▸ **What is required**: Down to the last line, restate the material below exactly.

▸ **Input data**:

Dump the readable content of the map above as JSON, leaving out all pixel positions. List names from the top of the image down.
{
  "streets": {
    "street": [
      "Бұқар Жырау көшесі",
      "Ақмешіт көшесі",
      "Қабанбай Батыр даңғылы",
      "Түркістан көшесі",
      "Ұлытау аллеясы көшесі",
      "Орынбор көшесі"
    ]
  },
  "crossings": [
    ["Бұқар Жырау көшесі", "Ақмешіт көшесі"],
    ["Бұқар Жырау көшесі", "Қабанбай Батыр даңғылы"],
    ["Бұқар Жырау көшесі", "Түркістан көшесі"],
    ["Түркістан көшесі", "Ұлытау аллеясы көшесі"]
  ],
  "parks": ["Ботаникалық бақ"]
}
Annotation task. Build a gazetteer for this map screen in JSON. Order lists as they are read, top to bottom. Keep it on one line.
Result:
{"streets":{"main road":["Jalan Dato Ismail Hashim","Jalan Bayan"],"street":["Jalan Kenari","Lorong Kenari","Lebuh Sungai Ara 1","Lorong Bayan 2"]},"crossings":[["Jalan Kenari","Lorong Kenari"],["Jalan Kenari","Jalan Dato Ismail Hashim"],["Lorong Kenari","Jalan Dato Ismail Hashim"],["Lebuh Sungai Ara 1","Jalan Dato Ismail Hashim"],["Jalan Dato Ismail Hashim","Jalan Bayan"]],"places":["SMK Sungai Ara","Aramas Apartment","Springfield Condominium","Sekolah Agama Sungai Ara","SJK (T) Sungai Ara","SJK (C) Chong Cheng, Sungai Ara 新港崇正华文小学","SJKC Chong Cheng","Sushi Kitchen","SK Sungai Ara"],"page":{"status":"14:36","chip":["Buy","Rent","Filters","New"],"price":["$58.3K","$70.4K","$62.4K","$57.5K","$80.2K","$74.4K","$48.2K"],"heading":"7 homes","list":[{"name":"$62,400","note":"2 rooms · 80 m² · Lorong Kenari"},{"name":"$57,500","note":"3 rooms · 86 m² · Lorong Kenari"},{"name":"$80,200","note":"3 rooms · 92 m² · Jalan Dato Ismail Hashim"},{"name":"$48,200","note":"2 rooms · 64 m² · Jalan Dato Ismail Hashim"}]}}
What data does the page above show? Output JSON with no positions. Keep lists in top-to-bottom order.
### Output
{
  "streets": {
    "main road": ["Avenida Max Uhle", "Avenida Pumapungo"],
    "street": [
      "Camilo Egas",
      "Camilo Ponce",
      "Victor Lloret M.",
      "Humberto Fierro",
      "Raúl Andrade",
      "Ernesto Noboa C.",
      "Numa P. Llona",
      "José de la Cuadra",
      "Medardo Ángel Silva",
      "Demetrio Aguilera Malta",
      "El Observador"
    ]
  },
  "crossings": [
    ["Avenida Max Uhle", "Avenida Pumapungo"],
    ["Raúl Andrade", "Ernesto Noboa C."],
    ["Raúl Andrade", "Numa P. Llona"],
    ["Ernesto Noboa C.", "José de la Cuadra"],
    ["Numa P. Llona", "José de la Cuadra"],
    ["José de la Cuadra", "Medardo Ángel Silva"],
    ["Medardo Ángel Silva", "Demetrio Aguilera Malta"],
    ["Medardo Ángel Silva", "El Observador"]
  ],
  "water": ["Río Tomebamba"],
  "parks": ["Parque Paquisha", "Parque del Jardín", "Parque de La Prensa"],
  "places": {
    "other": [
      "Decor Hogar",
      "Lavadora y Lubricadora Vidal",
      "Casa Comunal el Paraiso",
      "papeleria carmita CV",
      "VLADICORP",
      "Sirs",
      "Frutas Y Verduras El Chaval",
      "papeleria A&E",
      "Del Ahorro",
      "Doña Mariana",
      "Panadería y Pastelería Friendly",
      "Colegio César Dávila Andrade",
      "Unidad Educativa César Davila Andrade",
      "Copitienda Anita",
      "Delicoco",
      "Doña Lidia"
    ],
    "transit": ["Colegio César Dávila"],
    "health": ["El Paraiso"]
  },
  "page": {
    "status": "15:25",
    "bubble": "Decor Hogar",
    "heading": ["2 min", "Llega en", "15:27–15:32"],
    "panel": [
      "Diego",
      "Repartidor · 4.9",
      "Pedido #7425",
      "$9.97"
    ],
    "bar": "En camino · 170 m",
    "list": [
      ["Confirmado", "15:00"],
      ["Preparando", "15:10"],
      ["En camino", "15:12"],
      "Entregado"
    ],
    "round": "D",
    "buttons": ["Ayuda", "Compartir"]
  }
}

▸ **Answer section**:
Dump the readable content of the map above as JSON, leaving out all pixel positions. List names from the top of the image down.
{
  "streets": {
    "street": [
      "Бұқар Жырау көшесі",
      "Ақмешіт көшесі",
      "Қабанбай Батыр даңғылы",
      "Түркістан көшесі",
      "Ұлытау аллеясы көшесі",
      "Орынбор көшесі"
    ]
  },
  "crossings": [
    ["Бұқар Жырау көшесі", "Ақмешіт көшесі"],
    ["Бұқар Жырау көшесі", "Қабанбай Батыр даңғылы"],
    ["Бұқар Жырау көшесі", "Түркістан көшесі"],
    ["Түркістан көшесі", "Ұлытау аллеясы көшесі"]
  ],
  "parks": ["Ботаникалық бақ"]
}
Annotation task. Build a gazetteer for this map screen in JSON. Order lists as they are read, top to bottom. Keep it on one line.
Result:
{"streets":{"main road":["Jalan Dato Ismail Hashim","Jalan Bayan"],"street":["Jalan Kenari","Lorong Kenari","Lebuh Sungai Ara 1","Lorong Bayan 2"]},"crossings":[["Jalan Kenari","Lorong Kenari"],["Jalan Kenari","Jalan Dato Ismail Hashim"],["Lorong Kenari","Jalan Dato Ismail Hashim"],["Lebuh Sungai Ara 1","Jalan Dato Ismail Hashim"],["Jalan Dato Ismail Hashim","Jalan Bayan"]],"places":["SMK Sungai Ara","Aramas Apartment","Springfield Condominium","Sekolah Agama Sungai Ara","SJK (T) Sungai Ara","SJK (C) Chong Cheng, Sungai Ara 新港崇正华文小学","SJKC Chong Cheng","Sushi Kitchen","SK Sungai Ara"],"page":{"status":"14:36","chip":["Buy","Rent","Filters","New"],"price":["$58.3K","$70.4K","$62.4K","$57.5K","$80.2K","$74.4K","$48.2K"],"heading":"7 homes","list":[{"name":"$62,400","note":"2 rooms · 80 m² · Lorong Kenari"},{"name":"$57,500","note":"3 rooms · 86 m² · Lorong Kenari"},{"name":"$80,200","note":"3 rooms · 92 m² · Jalan Dato Ismail Hashim"},{"name":"$48,200","note":"2 rooms · 64 m² · Jalan Dato Ismail Hashim"}]}}
What data does the page above show? Output JSON with no positions. Keep lists in top-to-bottom order.
### Output
{
  "streets": {
    "main road": ["Avenida Max Uhle", "Avenida Pumapungo"],
    "street": [
      "Camilo Egas",
      "Camilo Ponce",
      "Victor Lloret M.",
      "Humberto Fierro",
      "Raúl Andrade",
      "Ernesto Noboa C.",
      "Numa P. Llona",
      "José de la Cuadra",
      "Medardo Ángel Silva",
      "Demetrio Aguilera Malta",
      "El Observador"
    ]
  },
  "crossings": [
    ["Avenida Max Uhle", "Avenida Pumapungo"],
    ["Raúl Andrade", "Ernesto Noboa C."],
    ["Raúl Andrade", "Numa P. Llona"],
    ["Ernesto Noboa C.", "José de la Cuadra"],
    ["Numa P. Llona", "José de la Cuadra"],
    ["José de la Cuadra", "Medardo Ángel Silva"],
    ["Medardo Ángel Silva", "Demetrio Aguilera Malta"],
    ["Medardo Ángel Silva", "El Observador"]
  ],
  "water": ["Río Tomebamba"],
  "parks": ["Parque Paquisha", "Parque del Jardín", "Parque de La Prensa"],
  "places": {
    "other": [
      "Decor Hogar",
      "Lavadora y Lubricadora Vidal",
      "Casa Comunal el Paraiso",
      "papeleria carmita CV",
      "VLADICORP",
      "Sirs",
      "Frutas Y Verduras El Chaval",
      "papeleria A&E",
      "Del Ahorro",
      "Doña Mariana",
      "Panadería y Pastelería Friendly",
      "Colegio César Dávila Andrade",
      "Unidad Educativa César Davila Andrade",
      "Copitienda Anita",
      "Delicoco",
      "Doña Lidia"
    ],
    "transit": ["Colegio César Dávila"],
    "health": ["El Paraiso"]
  },
  "page": {
    "status": "15:25",
    "bubble": "Decor Hogar",
    "heading": ["2 min", "Llega en", "15:27–15:32"],
    "panel": [
      "Diego",
      "Repartidor · 4.9",
      "Pedido #7425",
      "$9.97"
    ],
    "bar": "En camino · 170 m",
    "list": [
      ["Confirmado", "15:00"],
      ["Preparando", "15:10"],
      ["En camino", "15:12"],
      "Entregado"
    ],
    "round": "D",
    "buttons": ["Ayuda", "Compartir"]
  }
}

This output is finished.